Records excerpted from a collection
---------------
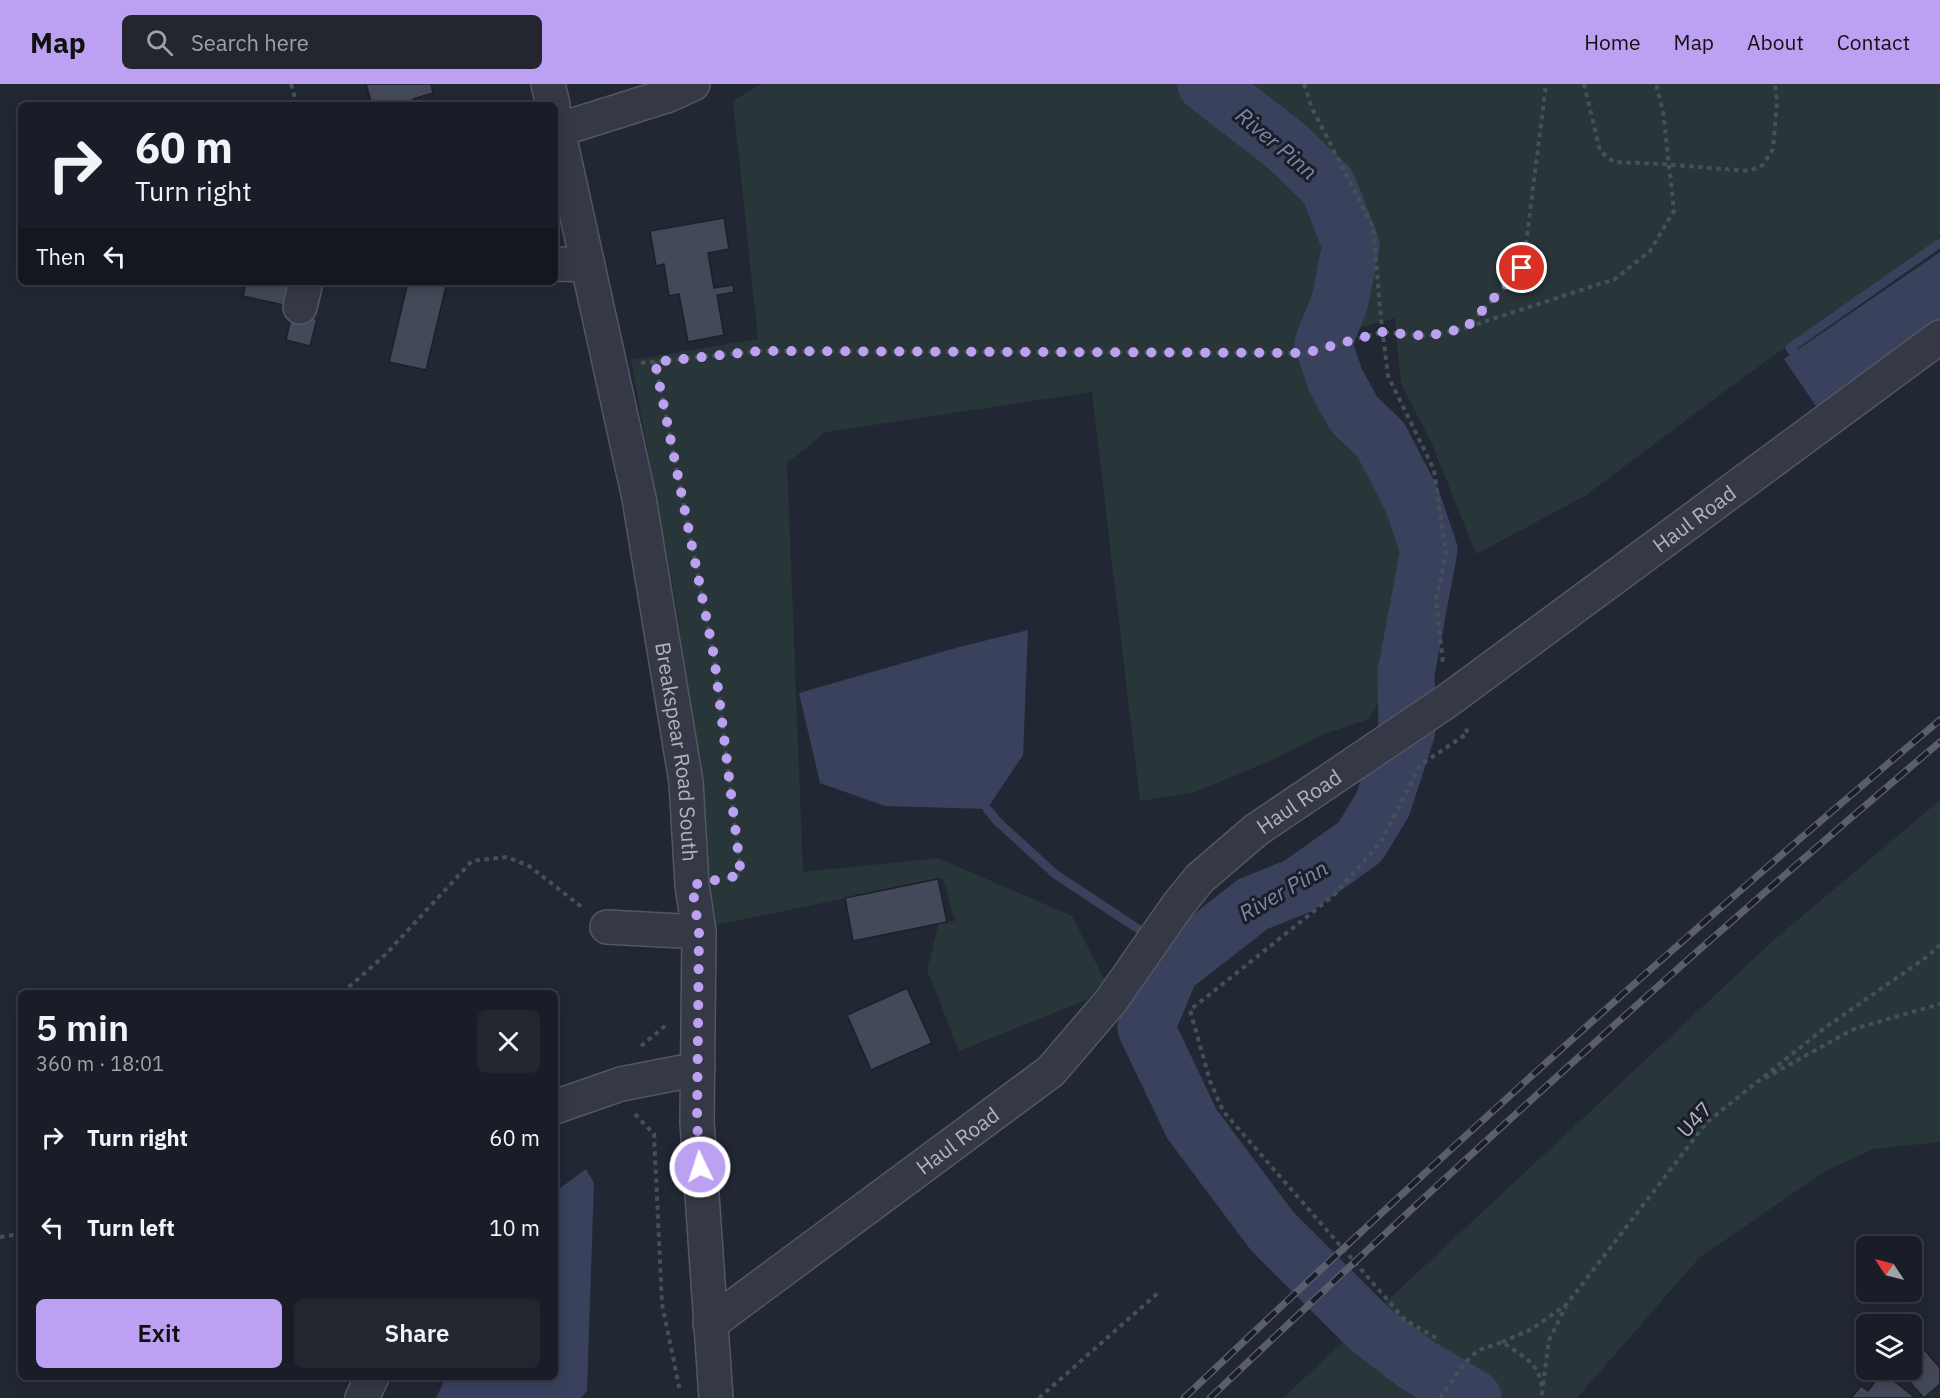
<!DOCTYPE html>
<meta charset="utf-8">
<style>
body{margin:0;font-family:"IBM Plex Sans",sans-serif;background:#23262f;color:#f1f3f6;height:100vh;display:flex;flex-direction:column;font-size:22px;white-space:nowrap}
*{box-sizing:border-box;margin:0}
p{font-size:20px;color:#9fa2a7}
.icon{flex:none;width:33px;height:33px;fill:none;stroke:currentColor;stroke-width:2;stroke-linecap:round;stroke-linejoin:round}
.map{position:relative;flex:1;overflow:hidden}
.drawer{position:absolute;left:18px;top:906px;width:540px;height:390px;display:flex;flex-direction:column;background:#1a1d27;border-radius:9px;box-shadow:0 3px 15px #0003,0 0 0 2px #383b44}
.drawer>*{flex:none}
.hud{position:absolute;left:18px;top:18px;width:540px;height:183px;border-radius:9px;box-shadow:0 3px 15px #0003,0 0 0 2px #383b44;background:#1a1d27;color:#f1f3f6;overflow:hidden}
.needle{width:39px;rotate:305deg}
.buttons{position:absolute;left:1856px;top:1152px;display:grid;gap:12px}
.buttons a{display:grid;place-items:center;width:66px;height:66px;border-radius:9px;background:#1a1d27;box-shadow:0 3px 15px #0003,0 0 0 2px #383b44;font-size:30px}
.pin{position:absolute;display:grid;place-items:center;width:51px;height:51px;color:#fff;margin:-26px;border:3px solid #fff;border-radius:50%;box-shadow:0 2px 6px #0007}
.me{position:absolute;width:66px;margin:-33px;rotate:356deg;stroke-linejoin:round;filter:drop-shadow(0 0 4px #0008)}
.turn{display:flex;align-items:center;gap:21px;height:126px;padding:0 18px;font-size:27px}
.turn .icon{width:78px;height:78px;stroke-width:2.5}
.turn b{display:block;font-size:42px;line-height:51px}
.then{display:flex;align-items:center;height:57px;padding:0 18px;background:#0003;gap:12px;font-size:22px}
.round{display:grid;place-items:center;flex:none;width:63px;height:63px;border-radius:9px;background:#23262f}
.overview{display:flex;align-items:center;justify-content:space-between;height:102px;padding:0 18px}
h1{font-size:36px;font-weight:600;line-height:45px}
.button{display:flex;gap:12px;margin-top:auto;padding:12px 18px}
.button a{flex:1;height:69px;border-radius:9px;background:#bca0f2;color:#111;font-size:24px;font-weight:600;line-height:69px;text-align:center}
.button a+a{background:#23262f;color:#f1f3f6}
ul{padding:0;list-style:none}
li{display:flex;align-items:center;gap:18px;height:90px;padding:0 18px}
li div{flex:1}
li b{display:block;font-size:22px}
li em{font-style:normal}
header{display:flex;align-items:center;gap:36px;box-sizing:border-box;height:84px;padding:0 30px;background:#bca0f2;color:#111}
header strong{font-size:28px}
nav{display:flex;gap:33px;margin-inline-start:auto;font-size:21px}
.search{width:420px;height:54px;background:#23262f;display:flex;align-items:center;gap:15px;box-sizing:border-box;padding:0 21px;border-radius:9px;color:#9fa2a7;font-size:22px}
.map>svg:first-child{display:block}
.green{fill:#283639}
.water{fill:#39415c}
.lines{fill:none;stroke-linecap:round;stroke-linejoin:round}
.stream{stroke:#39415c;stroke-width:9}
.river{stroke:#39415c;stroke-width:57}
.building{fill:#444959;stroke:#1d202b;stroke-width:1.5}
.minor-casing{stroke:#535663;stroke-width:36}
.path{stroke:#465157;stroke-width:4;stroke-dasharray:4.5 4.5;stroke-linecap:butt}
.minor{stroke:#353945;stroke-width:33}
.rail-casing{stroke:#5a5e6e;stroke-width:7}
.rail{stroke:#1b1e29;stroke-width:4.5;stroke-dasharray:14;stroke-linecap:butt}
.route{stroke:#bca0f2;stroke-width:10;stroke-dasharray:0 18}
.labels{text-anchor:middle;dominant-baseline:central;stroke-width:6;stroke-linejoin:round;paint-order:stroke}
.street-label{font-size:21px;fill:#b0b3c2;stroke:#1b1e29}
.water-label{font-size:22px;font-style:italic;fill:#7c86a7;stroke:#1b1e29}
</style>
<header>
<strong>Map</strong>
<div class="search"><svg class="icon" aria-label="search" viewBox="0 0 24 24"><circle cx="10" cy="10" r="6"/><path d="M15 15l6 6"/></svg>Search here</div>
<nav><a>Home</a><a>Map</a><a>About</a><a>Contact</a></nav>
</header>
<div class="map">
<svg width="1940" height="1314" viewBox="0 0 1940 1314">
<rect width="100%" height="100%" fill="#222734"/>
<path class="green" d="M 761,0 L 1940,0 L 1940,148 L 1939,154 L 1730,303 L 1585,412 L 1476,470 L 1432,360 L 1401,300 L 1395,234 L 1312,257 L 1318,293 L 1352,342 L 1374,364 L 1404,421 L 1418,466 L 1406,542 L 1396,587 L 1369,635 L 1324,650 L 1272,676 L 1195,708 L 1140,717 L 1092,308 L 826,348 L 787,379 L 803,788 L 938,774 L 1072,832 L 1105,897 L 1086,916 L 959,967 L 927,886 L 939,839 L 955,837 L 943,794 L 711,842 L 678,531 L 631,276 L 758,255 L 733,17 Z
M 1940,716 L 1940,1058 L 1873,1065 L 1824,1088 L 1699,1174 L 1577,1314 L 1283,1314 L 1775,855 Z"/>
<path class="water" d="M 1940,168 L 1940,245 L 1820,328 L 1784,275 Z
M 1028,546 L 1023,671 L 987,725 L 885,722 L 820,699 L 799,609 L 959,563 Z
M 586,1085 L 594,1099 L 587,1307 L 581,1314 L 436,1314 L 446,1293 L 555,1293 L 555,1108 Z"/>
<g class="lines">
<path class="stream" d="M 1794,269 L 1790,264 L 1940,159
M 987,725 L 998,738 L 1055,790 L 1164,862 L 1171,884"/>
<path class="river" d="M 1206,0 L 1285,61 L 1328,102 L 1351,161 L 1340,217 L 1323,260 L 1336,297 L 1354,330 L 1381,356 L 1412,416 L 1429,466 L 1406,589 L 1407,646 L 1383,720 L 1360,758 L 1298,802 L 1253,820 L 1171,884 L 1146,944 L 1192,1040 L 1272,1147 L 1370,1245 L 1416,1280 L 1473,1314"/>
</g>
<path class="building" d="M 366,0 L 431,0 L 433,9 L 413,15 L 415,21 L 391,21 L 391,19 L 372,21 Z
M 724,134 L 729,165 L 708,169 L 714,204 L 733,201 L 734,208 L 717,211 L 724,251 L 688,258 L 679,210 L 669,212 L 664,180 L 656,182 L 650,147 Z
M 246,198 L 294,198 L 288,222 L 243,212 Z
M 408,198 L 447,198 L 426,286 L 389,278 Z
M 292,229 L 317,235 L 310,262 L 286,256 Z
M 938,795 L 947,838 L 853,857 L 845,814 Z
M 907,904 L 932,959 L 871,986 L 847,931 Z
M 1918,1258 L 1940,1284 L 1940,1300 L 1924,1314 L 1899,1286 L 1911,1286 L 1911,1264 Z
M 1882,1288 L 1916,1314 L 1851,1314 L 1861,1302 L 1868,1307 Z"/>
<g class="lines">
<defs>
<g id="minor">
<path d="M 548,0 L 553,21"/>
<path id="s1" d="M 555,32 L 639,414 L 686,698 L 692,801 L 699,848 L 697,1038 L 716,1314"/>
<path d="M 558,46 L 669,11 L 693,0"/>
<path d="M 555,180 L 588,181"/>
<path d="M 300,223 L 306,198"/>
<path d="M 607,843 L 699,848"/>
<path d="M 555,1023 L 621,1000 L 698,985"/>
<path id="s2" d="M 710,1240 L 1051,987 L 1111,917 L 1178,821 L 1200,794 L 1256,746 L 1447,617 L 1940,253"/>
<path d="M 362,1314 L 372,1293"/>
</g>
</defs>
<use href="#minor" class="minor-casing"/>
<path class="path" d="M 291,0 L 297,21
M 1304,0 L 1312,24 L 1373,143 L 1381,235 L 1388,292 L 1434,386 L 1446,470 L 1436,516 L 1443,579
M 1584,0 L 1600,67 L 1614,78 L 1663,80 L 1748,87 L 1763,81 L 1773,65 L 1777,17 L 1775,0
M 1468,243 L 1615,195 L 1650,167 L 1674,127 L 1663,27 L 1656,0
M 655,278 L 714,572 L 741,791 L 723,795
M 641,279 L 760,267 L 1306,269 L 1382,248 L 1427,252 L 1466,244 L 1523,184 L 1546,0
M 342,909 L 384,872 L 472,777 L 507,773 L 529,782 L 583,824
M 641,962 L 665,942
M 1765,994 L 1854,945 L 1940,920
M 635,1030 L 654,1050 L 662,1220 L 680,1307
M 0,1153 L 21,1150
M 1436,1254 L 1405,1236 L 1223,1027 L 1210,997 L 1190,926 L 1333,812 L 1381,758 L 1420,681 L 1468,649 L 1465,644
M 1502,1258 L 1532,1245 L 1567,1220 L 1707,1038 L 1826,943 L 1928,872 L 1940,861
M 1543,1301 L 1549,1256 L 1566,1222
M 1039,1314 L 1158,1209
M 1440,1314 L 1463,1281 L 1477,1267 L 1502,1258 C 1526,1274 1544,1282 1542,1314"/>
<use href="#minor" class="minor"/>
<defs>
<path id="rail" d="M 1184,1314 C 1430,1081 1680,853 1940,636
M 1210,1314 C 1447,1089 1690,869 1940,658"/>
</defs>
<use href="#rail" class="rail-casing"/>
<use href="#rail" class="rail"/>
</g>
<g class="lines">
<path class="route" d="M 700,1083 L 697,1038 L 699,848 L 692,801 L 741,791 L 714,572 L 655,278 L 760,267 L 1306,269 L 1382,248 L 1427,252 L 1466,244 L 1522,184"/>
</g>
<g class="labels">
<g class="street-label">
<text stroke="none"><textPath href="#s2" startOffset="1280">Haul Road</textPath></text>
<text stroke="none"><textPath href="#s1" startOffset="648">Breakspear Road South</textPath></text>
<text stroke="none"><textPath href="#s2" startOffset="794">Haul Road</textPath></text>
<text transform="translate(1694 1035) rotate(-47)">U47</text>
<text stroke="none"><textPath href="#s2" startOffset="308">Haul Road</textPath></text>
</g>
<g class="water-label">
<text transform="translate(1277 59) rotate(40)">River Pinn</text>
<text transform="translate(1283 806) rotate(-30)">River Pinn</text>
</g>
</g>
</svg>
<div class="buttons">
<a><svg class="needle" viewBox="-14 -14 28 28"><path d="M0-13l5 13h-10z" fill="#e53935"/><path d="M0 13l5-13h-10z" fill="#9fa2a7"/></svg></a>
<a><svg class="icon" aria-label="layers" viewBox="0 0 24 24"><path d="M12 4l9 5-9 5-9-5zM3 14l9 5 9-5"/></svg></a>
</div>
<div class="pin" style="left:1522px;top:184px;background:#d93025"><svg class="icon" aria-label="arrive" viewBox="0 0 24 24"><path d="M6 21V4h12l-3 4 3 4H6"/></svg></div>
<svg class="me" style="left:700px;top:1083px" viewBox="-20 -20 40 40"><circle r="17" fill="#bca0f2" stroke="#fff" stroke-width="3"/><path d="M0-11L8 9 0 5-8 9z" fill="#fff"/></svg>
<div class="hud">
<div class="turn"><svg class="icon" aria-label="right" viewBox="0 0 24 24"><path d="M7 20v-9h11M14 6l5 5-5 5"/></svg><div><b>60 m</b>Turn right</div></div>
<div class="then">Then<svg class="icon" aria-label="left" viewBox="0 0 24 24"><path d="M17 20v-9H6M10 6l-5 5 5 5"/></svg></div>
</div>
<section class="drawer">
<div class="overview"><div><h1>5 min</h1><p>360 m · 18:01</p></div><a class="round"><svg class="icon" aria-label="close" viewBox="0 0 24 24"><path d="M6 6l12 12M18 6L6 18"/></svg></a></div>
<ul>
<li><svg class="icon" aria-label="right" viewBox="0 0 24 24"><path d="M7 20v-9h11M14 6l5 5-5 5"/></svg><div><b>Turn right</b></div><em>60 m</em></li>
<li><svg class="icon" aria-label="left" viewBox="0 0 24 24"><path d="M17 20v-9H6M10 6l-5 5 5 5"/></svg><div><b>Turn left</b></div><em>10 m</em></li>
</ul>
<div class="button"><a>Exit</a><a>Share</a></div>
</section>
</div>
---------------
TASK PROMPT — Go through the records and report each line that contains "buttons".

WRITTEN ANSWER —
.buttons{position:absolute;left:1856px;top:1152px;display:grid;gap:12px}
.buttons a{display:grid;place-items:center;width:66px;height:66px;border-radius:9px;background:#1a1d27;box-shadow:0 3px 15px #0003,0 0 0 2px #383b44;font-size:30px}
<div class="buttons">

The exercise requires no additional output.